For the first time, people born with a rare, inherited form of deafness have a treatment option beyond hearing aids and cochlear implants.
That’s because, on Thursday, the Food and Drug Administration approved a one-off therapy designed to overcome the genetic hiccup that causes this hearing loss and offer a lasting fix. Developed by Regeneron Pharmaceuticals, the gene therapy has already shown great promise in the key clinical study supporting its approval.
“I’ve witnessed firsthand my trial participant responding to their mother’s voice, dancing to music and interacting with the world, and these moments are now possible for more children born with this specific form of hearing loss,” said Eliot Shearer, an investigator in that trial, in a statement from Regeneron.
The therapy, Otarmeni, is now cleared for use in children and adults who have severe-to-profound hearing loss because of variations in a gene known as OTOF. Such variations keep hairs in the inner ear from producing a protein that’s essential for relaying sound signals to the brain. Otarmeni is administered through a surgical process similar to that of cochlear implants, and uses a disarmed virus to smuggle into the inner ear a working copy of the defunct gene.
That key study recruited 20 children with OTOF hearing loss, who ranged in age from 10 months to 16 years and were given a dose of Otarmeni in either one or both ears. Four participants entered already having a cochlear implant in one ear, while some others got the devices as part of the experiment. The main goal was to see if Otarmeni could get hearing into the moderate to normal range.
Six months after treatment, 80% of participants had hit that benchmark. According to Regeneron, they could hear at least 70 decibels — the kind of sound one might expect from a loud conversation or a clamorous household appliance. Whether a patient was younger or older also didn’t seem to impact the therapy’s effectiveness, a result that likely influenced the FDA to include adults in the label.
“Is there really any difference between a 16- and a 21-year-old for something like this? We don't think so,” said Jonathan Whitton, Regeneron’s vice president of genetic medicines, in an interview. “It's a pleasant surprise for a lot of people in our field, me included, that it looks like the treatment window is so broad.”
In the trial, parents of the 10-month-old noticed changes within a few weeks. Their daughter started reacting to handclaps and became more aware of speech and whispers. Parents of a different young girl reported “spectacular” progress one year after treatment, as she could now respond to distant sounds and understand speech in noisy environments.
So far, Otarmeni also appears generally safe, with the most common adverse events being inner ear infections, vomiting, nausea, dizziness and procedural pain. Lawrence Lustig, another trial investigator, noted after a data release late last year how these events were mostly minor, short-lived and the type to be expected from any sort of ear-related surgery.
Otarmeni has “rapid, meaningful and consistent” effects, and its approval “signals a new era in the treatment of genetic forms of hearing loss, where reinstating 24/7 natural hearing is now possible,” added Shearer, who also serves as an otolaryngologist at Boston Children’s Hospital.
As with most cutting-edge medicines, there are still outstanding questions. Scientists aren’t entirely sure how long Otarmeni’s effects will last, or why it works better in some patients. At that earlier data cut, at least one participant didn’t have any significant hearing improvement. There, Whitton said none of the most likely causes have checked out. The leading hypothesis now, he said, is there was some kind of delivery issue, but “we don’t have definitive proof of that yet.”

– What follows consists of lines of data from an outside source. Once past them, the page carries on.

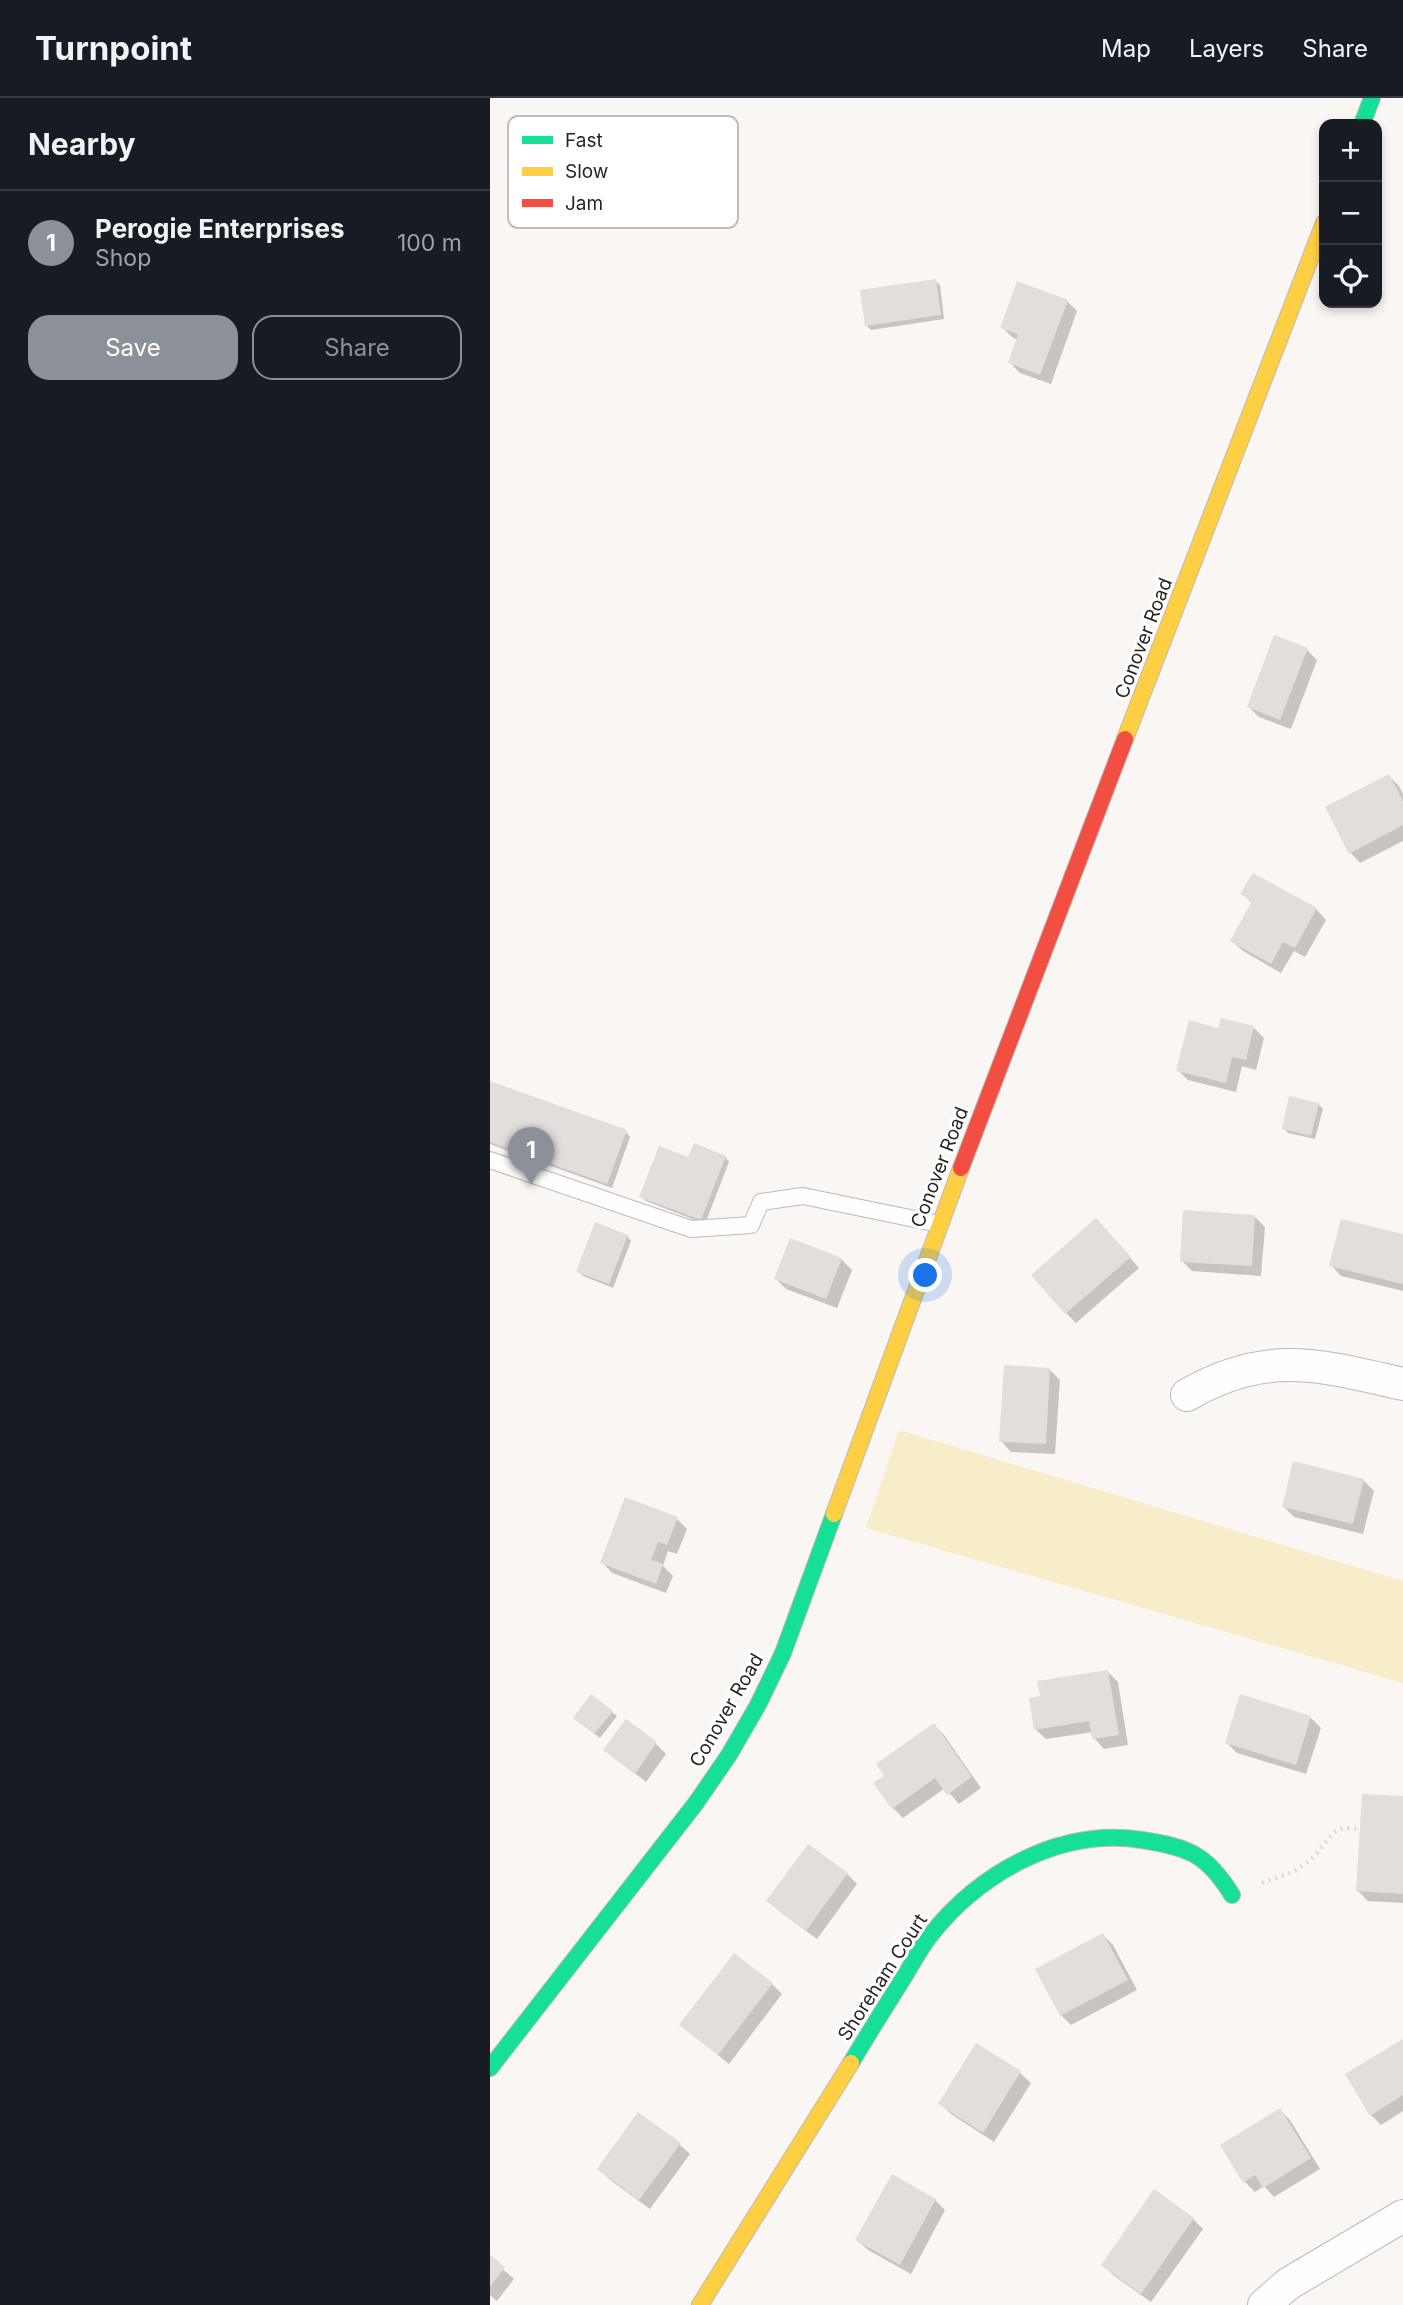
<!DOCTYPE html>
<meta charset="utf-8">
<style>
body{margin:0;font-family:Inter,sans-serif;background:#20242c;color:#f1f3f6}
.controls{position:absolute;right:21px;top:21px;display:grid;overflow:hidden;border-radius:14px;box-shadow:0 4px 10px #0003}
.controls button{width:63px;height:63px;display:grid;place-items:center;padding:0;border:0;border-bottom:2px solid #363941;background:#171b24;color:#f1f3f6;font:35px sans-serif}
.you{position:absolute;left:436px;top:1178px;width:24px;height:24px;margin:-18px;border:5px solid #fff;border-radius:50%;background:#1a73e8;box-shadow:0 0 0 10px #1a73e833}
.badge{display:grid;place-items:center;width:46px;height:46px;border-radius:50%;background:#8c9099;color:#fff;font-size:23px;font-weight:700}
.pin{position:absolute;translate:-50% -58px;filter:drop-shadow(0 2px 4px #0008)}
.pin::after{content:'';position:absolute;top:37px;width:24px;height:21px;background:inherit;clip-path:polygon(0 0,100% 0,50% 100%)}
.list{margin:0;padding:0;list-style:none}
h2{display:flex;justify-content:space-between;align-items:center;height:91px;margin:0;padding:0 28px;font-size:30px}
h2 small{font-size:23px;font-weight:400;color:#9ea1a6}
.list li{display:grid;grid-template-columns:46px 1fr auto;gap:21px;align-items:center;box-sizing:border-box;height:105px;padding:0 28px;border-top:2px solid #363941}
.list b{display:block;font-size:26px;white-space:nowrap}
.list p{margin:0;font-size:23px;white-space:nowrap;color:#9ea1a6}
.list em{font-size:23px;font-style:normal;color:#9ea1a6}
.actions{display:flex;gap:14px;padding:21px 28px}
.actions a{flex:1;padding:16px 0;border:2px solid #8c9099;border-radius:21px;text-align:center;font-size:24px;color:#8c9099}
.actions .main{background:#8c9099;color:#fff}
.icon{flex:none;width:38px;height:38px;fill:none;stroke:currentColor;stroke-width:2;stroke-linecap:round;stroke-linejoin:round}
.map{position:relative;flex:none;width:913px;height:2207px;overflow:hidden}
header{display:flex;align-items:center;gap:42px;box-sizing:border-box;height:98px;padding:0 35px;background:#171b24;border-bottom:2px solid #363941}
header strong{font-size:33px}
nav{display:flex;gap:38px;margin-inline-start:auto;font-size:24px}
main{display:flex}
aside{flex:1;background:#171b24}
.map>svg:first-child{display:block}
</style>
<header>
<strong>Turnpoint</strong>
<nav><a>Map</a><a>Layers</a><a>Share</a></nav>
</header>
<main>
<aside>
<h2>Nearby<small></small></h2>
<ul class="list">
<li><span class="badge">1</span><div><b>Perogie Enterprises</b><p>Shop</p></div><em>100 m</em></li>
</ul>
<div class="actions"><a class="main">Save</a><a>Share</a></div>
</aside>
<div class="map">
<svg width="913" height="2207" viewBox="0 0 913 2207">
<rect width="100%" height="100%" fill="#f9f6f3"/>
<path fill="#f8edc9" d="M409 1332 913 1483V1585L376 1430Z"/>
<g fill="#0003">
<path d="M445 183 450 187 454 221 381 232 376 227Z"/>
<path d="M577 203 587 213 561 286 530 275 520 265 528 242 522 239 512 229Z"/>
<path d="M817 552 827 562 801 631 769 619 759 609Z"/>
<path d="M899 678 909 688 913 696V743L870 765 860 754Z"/>
<path d="M763 777 826 811 836 822 815 859 804 853 791 875 753 853 742 843 763 806 753 796Z"/>
<path d="M732 922 764 930 774 940 766 972 752 968 746 994 698 982 688 972 729 932Z"/>
<path d="M0 985 136 1034 140 1039 122 1090 0 1046Z"/>
<path d="M828 1006 833 1011 825 1041 798 1035 794 1030Z"/>
<path d="M235 1059 239 1064 215 1126 156 1103 151 1098Z"/>
<path d="M764 1118 775 1129 771 1178 702 1173 692 1163Z"/>
<path d="M616 1132 649 1170 586 1225 576 1215Z"/>
<path d="M913 1137V1193L851 1178 841 1167Z"/>
<path d="M137 1138 141 1143 123 1190 93 1178 88 1173Z"/>
<path d="M351 1161 362 1172 347 1210 296 1191 286 1181Z"/>
<path d="M559 1271 570 1282 565 1356 521 1354 511 1343Z"/>
<path d="M873 1382 884 1393 873 1436 804 1419 794 1409Z"/>
<path d="M187 1421 197 1431 187 1456 178 1453 173 1468 183 1478 176 1495 122 1475 112 1464Z"/>
<path d="M618 1574 628 1584 638 1647 614 1651 604 1640 603 1634 556 1641 545 1631 552 1599Z"/>
<path d="M751 1599 821 1620 831 1630 816 1676 747 1655 737 1645Z"/>
<path d="M122 1614 127 1618 110 1640 90 1624Z"/>
<path d="M136 1624 166 1646 176 1656 156 1684 115 1652Z"/>
<path d="M444 1627 454 1637 491 1690 469 1706 455 1690 413 1720 403 1710 397 1678Z"/>
<path d="M913 1700V1805L878 1803 868 1793Z"/>
<path d="M319 1748 357 1776 367 1786 327 1841 289 1813 279 1803Z"/>
<path d="M613 1837 623 1847 647 1892 581 1927 571 1917Z"/>
<path d="M282 1886 292 1896 239 1966 191 1927Z"/>
<path d="M913 1943V2013L891 2027 881 2017Z"/>
<path d="M487 1947 530 1975 541 1985 504 2044 461 2016 450 2006Z"/>
<path d="M790 2012 800 2022 830 2071 784 2099 774 2088 765 2094 754 2083Z"/>
<path d="M189 2046 200 2056 160 2111 119 2081 109 2071Z"/>
<path d="M445 2102 455 2112 421 2176 378 2152 367 2142Z"/>
<path d="M703 2121 713 2131 661 2204 623 2177 613 2167Z"/>
<path d="M0 2160 24 2181 7 2203 0 2197Z"/>
</g>
<g fill="#e1dedc">
<path d="M446 181 451 217 375 228 370 192Z"/>
<path d="M527 183 578 202 550 277 518 265 528 236 510 230Z"/>
<path d="M784 537 818 550 790 622 757 609Z"/>
<path d="M899 676 913 703V727L859 756 835 709Z"/>
<path d="M763 775 827 810 805 850 793 844 781 866 740 843 762 803 750 796Z"/>
<path d="M731 920 764 928 756 962 742 959 736 985 686 973 699 922 728 930Z"/>
<path d="M0 983 137 1032 117 1086 0 1044Z"/>
<path d="M799 998 829 1005 821 1038 792 1031Z"/>
<path d="M204 1045 236 1058 211 1122 149 1099 169 1048 198 1059Z"/>
<path d="M693 1112 765 1117 762 1168 690 1164Z"/>
<path d="M606 1120 641 1159 575 1216 541 1177Z"/>
<path d="M851 1121 913 1136V1186L839 1168Z"/>
<path d="M105 1124 138 1137 119 1186 86 1174Z"/>
<path d="M300 1140 352 1160 336 1201 284 1181Z"/>
<path d="M514 1267 560 1270 556 1346 509 1344Z"/>
<path d="M803 1363 874 1381 863 1426 792 1409Z"/>
<path d="M135 1399 188 1419 177 1447 168 1444 161 1462 173 1466 166 1486 110 1465Z"/>
<path d="M618 1572 629 1637 602 1641 599 1623 544 1632 539 1600 550 1598 547 1583Z"/>
<path d="M101 1596 123 1613 104 1636 83 1620Z"/>
<path d="M750 1596 821 1618 806 1667 735 1645Z"/>
<path d="M136 1621 167 1644 145 1676 113 1652Z"/>
<path d="M444 1625 482 1679 457 1697 445 1680 402 1711 383 1685 394 1678 386 1666Z"/>
<path d="M872 1696 913 1698V1796L866 1793Z"/>
<path d="M318 1746 358 1775 316 1833 276 1803Z"/>
<path d="M613 1835 638 1882 570 1918 545 1871Z"/>
<path d="M244 1855 283 1885 228 1957 189 1927Z"/>
<path d="M913 1941V1997L880 2018 855 1976Z"/>
<path d="M486 1945 531 1973 493 2035 448 2006Z"/>
<path d="M790 2010 821 2060 773 2090 765 2077 753 2085 730 2047Z"/>
<path d="M148 2014 191 2045 149 2102 107 2071Z"/>
<path d="M402 2076 446 2101 410 2167 365 2142Z"/>
<path d="M664 2091 704 2120 651 2196 611 2167Z"/>
<path d="M0 2157 15 2169 0 2189Z"/>
</g>
<g fill="none" stroke-linecap="round" stroke-linejoin="round">
<g stroke="#bcbab8" stroke-width="18">
<path id="lane" d="M0 1062 201 1131 261 1127 271 1104 313 1098 449 1126"/>
</g>
<g stroke="#bcbab8" stroke-width="34">
<g id="street">
<path d="M697 1297C776 1251 830 1267 913 1286"/>
<path d="M774 2207 798 2186 913 2118"/>
</g>
</g>
<g stroke="#bcbab8" stroke-width="18">
<g id="fast">
<path d="M872 26 882 0"/>
<path d="M361 1965C378 1936 396 1908 414 1879 422 1866 430 1851 439 1839 489 1775 570 1729 652 1742 698 1749 717 1756 742 1797"/>
<path d="M0 1970 206 1705 239 1657 268 1607 293 1555 344 1416"/>
</g>
</g>
<g stroke="#bcbab8" stroke-width="18">
<g id="slow">
<path d="M635 641 834 125"/>
<path d="M344 1416 471 1070"/>
<path d="M210 2207 361 1965"/>
</g>
</g>
<g stroke="#bcbab8" stroke-width="18">
<path id="jam" d="M471 1070 635 641"/>
</g>
<path stroke="#dadad9" stroke-width="4.5" stroke-dasharray="2 5" stroke-linecap="butt" d="M772 1785 805 1773 822 1761 844 1734 853 1730 867 1731"/>
<use href="#lane" stroke="#fefefd" stroke-width="16"/>
<use href="#street" stroke="#fefefd" stroke-width="32"/>
<use href="#fast" stroke="#16e098" stroke-width="16"/>
<use href="#slow" stroke="#ffcf43" stroke-width="16"/>
<use href="#jam" stroke="#f24e42" stroke-width="16"/>
</g>
<g text-anchor="middle" stroke-width="6" stroke-linejoin="round" paint-order="stroke">
<g font-size="19" fill="#292725" stroke="#fff">
<text transform="translate(653 540) rotate(-69)" y="7">Conover Road</text>
<text transform="translate(449 1069) rotate(-69)" y="7">Conover Road</text>
<text transform="translate(236 1612) rotate(-60)" y="7">Conover Road</text>
<text transform="translate(392 1879) rotate(-57)" y="7">Shoreham Court</text>
</g>
</g>
<rect x="18" y="18" width="230" height="112" rx="10" fill="#fff" stroke="#bfbebe" stroke-width="2"/>
<rect x="32" y="38" width="31" height="8" fill="#16e098"/>
<rect x="32" y="69" width="31" height="9" fill="#ffcf43"/>
<rect x="32" y="101" width="31" height="8" fill="#f24e42"/>
<g font-size="19" fill="#292725">
<text x="75" y="49">Fast</text>
<text x="75" y="80">Slow</text>
<text x="75" y="112">Jam</text>
</g>
</svg>
<div class="controls">
<button>+</button>
<button>−</button>
<button><svg class="icon" aria-label="locate" viewBox="0 0 24 24"><circle cx="12" cy="12" r="6"/><path d="M12 2v4M12 18v4M2 12h4M18 12h4"/></svg></button>
</div>
<div class="you"></div>
<div class="pin badge" style="left:41px;top:1087px">1</div>
</div>
</main>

Regeneron said it will provide Otarmeni at no cost to “clinically eligible individuals” in the U.S., though that doesn’t necessarily mean no out-of-pocket costs for administration. In the past, insurance companies have seriously weighed the benefit and durability of gene therapies, which often carry list prices into the hundreds of thousands — if not millions — of dollars.
“What we’re talking about, really, is: what’s the value of hearing?” Whitton said in a previous interview. “My expectation is most people see massive value, having hearing connect you to your environment, to others, to your families.”
Yet that value isn’t guaranteed to translate to commercial success. Very few people have OTOF-related hearing loss. The addressable population is further winnowed by the fact that Otarmeni can’t be administered to any ears that already have cochlear implants.
David Risinger, an analyst at the investment firm Leerink Partners, has also described a “crowded competitive landscape” in this area of drug development, with at least three companies, including Eli Lilly, advancing their own gene therapies.
Otarmeni received a lightning fast approval review thanks to a new and controversial voucher program recently enacted by the FDA. It's the first gene therapy with a “national priority” voucher to be OK'd for market.